Palermo, domingo cuatro de la tarde. La ciudad aparece vacía, intentamos dar un paseo por el casco antiguo y casi nos dan ganas de llorar. Muchas casas apuntaladas (fotocopia de La Habana vieja) y basura, basura por doquier. Encontramos un pequeño jardín botánico, y más lágrimas y más caos. Un drago y una palmera canaria hicieron que se nos recompusiera el semblante.
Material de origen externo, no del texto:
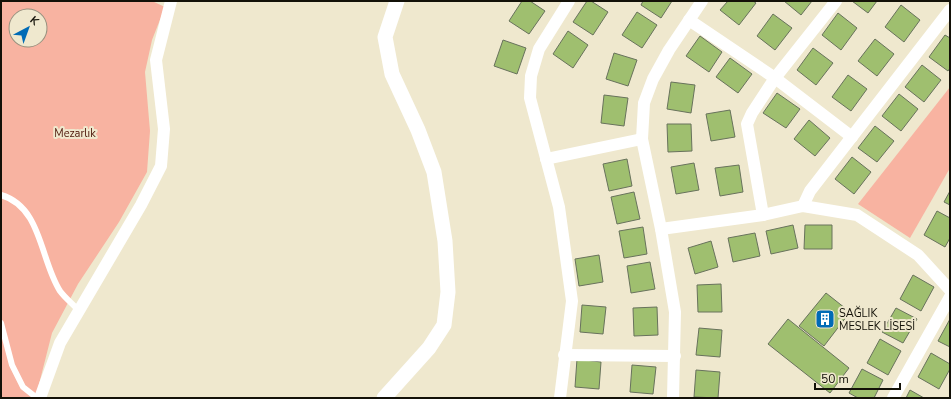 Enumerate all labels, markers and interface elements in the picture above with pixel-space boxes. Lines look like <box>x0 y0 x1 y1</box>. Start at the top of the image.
north arrow <box>8 8 48 48</box>
text: K <box>27 13 42 29</box>
park label: Mezarlık <box>54 126 96 141</box>
place label: SAĞLIK MESLEK LİSESİ <box>839 305 915 334</box>
building icon: SAĞLIK MESLEK LİSESİ <box>814 308 836 330</box>
scale bar <box>815 365 900 391</box>
text: 50 m <box>821 371 849 387</box>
En la siguiente jornada avanzamos por la vertiente norte rumbo a Cefalú, y allí a parte de darnos cuenta de que Sicilia era algo más que Palermo, aunque el personal seguía tan serio como los cabos de la guardia civil, y a comprender cuáles eran los horarios de la población: de 6 de la mañana a 2 de la tarde podías encontrar gente en la calle, a partir de las 3, hasta las moscas desaparecían, para volver a retornar sobre las 5 o 6 cuando el sol empezaba a declinar. Allí descubrimos al primer hombre plástico. Un vendedor con todo lo que se pueda imaginar hacer con plástico y se pueda utilizar en una playa de arena, lo transporta este hombre. Alucinante.
Durante el resto de los días, más pizzas (Idir disfrutando de lo lindo),más playas y sitios preciosos –Taormina y Ragusa- cargados de historias y piedras –entiéndanse monumentos, ruinas, etc-, la sorpresa culinaria del viaje, el Ristorante Aragosta en Riposto, y el volcán Etna (a ver si dejan de convertir en basureros sitios hermosos). Penúltimo día, llegada a Agrigento, famosa por sus ruinas griegas. Allí recuperamos la sensación de caos y un poco de desasosiego. La ciudad no invitaba a quedarse, aunque para quienes nos gusta la literatura existía un punto de romanticismo al presenciar la casa de Luigi Pirandelo (uno de los 2 premios Nobel de Literatura que tiene la isla junto a Salvatore Quasimodo). Las cientos de calles que llevan su nombre por toda la isla hacen imposible que nos olvidemos fácilmente de su existencia.
De vuelta a Palermo, sábado por la tarde, los ojos de nuevo como platos: miles de personas se agolpaban en las calles, la ciudad latía como si fuera copada por serpientes multicolores, entre personas y tráfico. Habíamos regresado en el primer día de las rebajas de verano y aquello era espectacular. La diferencia de nuestra llegada una semana antes a la ciudad, no tenía parangón con lo que allí veíamos. Ante tanto color, el caos se convertía en danza multidisciplinar, aunque eso sí, los rostros seguían sin encontrar motivo para relajarse.
El domingo regresamos, cientos de mails me esperaban en mi buzón de correos.